Em 1931, o artista se casou com Glória dos Prazeres, com quem teve três filhas. Infelizmente, o relacionamento durou pouco e terminou com a morte da esposa, em 1936. Pouco depois se casou com Nativa Paiva, com quem teve dois filhos Ionete e o músico Heitorzinho dos Prazeres.

De acordo com Marcelo Araújo, seu primeiro filho inspirou o tema “A Coisa melhorou”, cuja letra inclui o verso: É mais um guerreiro, é mais um carioca, é mais um brasileiro. O autor relata ainda que: “Esta edição marcou o início da carreira solo da cantora Carmen Costa e foi gravado em uma das primeiras gravadoras independentes do Brasil.

O pierrot, o capoeirista e a origem de um pintor

Além da música e umbanda, Heitor era apaixonado por tudo que remetesse às suas origens africanas, por isso também praticava capoeira. Há relatos de que ele salvou seus amigos diversas vezes de brigas com seus talentos marciais. Um desses amigos foi Noel Rosa.
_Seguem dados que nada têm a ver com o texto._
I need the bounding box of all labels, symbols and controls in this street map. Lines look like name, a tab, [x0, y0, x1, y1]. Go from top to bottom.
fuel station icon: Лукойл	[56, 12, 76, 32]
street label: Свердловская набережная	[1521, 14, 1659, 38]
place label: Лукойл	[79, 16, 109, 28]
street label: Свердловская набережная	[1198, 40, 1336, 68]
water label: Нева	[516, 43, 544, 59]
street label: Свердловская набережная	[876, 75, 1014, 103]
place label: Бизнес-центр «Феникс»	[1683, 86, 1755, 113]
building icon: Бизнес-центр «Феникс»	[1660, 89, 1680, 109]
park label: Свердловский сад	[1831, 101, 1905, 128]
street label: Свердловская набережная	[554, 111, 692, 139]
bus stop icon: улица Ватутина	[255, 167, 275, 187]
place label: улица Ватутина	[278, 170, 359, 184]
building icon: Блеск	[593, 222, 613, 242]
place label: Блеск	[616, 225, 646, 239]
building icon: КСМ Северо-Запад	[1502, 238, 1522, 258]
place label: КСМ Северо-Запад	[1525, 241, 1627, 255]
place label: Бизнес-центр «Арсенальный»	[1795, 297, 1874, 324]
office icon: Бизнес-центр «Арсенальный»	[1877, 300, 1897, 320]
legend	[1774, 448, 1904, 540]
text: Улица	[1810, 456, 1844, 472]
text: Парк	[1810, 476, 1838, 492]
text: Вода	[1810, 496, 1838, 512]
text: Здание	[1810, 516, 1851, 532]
Segundo os relatos, Noel havia se envolvido com a mulher de um marinheiro, e pediu ajuda de Heitor para não apanhar. O amigo foi socorrê-lo e aliviado por ter sua pele salva Noel começou a cantarolar uma canção sobre a sua amada. Heitor, por sua vez, resolveu pintar um quadro sobre a protagonista da história. Desse episódio nasceu a música Pierrot Apaixonado, e o novo talento de Heitor: a pintura.

Reconhecimento

Durante a carreira, Heitor dos Prazeres foi laureado com diversos prêmios, o primeiro deles foi a aquisição do terceiro lugar na primeira Bienal de São Paulo. No ano seguinte, seus quadros foram expostos em uma sala exclusiva na Bienal. Ele também foi autor de um dos cenários para o ballet quadricentenário da cidade de São Paulo.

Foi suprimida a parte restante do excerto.